WORK REQUIRED:
Output all records precisely as written.

MATERIAL SUPPLIED:

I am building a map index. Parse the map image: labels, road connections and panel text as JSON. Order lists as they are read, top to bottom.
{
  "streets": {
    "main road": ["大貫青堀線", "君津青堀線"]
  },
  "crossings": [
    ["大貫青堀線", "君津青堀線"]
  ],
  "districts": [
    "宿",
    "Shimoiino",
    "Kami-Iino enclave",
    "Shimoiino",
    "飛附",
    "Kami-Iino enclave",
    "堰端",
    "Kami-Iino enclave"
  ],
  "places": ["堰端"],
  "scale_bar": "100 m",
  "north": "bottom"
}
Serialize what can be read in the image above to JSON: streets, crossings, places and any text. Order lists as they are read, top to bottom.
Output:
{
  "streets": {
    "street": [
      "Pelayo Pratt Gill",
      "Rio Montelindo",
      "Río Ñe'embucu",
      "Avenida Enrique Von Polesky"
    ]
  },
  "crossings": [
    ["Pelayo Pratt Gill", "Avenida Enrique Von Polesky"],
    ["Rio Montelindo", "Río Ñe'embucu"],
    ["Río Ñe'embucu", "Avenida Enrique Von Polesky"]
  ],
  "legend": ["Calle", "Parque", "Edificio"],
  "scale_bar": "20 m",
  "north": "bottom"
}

FINISHED TASK:
I am building a map index. Parse the map image: labels, road connections and panel text as JSON. Order lists as they are read, top to bottom.
{
  "streets": {
    "main road": ["大貫青堀線", "君津青堀線"]
  },
  "crossings": [
    ["大貫青堀線", "君津青堀線"]
  ],
  "districts": [
    "宿",
    "Shimoiino",
    "Kami-Iino enclave",
    "Shimoiino",
    "飛附",
    "Kami-Iino enclave",
    "堰端",
    "Kami-Iino enclave"
  ],
  "places": ["堰端"],
  "scale_bar": "100 m",
  "north": "bottom"
}
Serialize what can be read in the image above to JSON: streets, crossings, places and any text. Order lists as they are read, top to bottom.
Output:
{
  "streets": {
    "street": [
      "Pelayo Pratt Gill",
      "Rio Montelindo",
      "Río Ñe'embucu",
      "Avenida Enrique Von Polesky"
    ]
  },
  "crossings": [
    ["Pelayo Pratt Gill", "Avenida Enrique Von Polesky"],
    ["Rio Montelindo", "Río Ñe'embucu"],
    ["Río Ñe'embucu", "Avenida Enrique Von Polesky"]
  ],
  "legend": ["Calle", "Parque", "Edificio"],
  "scale_bar": "20 m",
  "north": "bottom"
}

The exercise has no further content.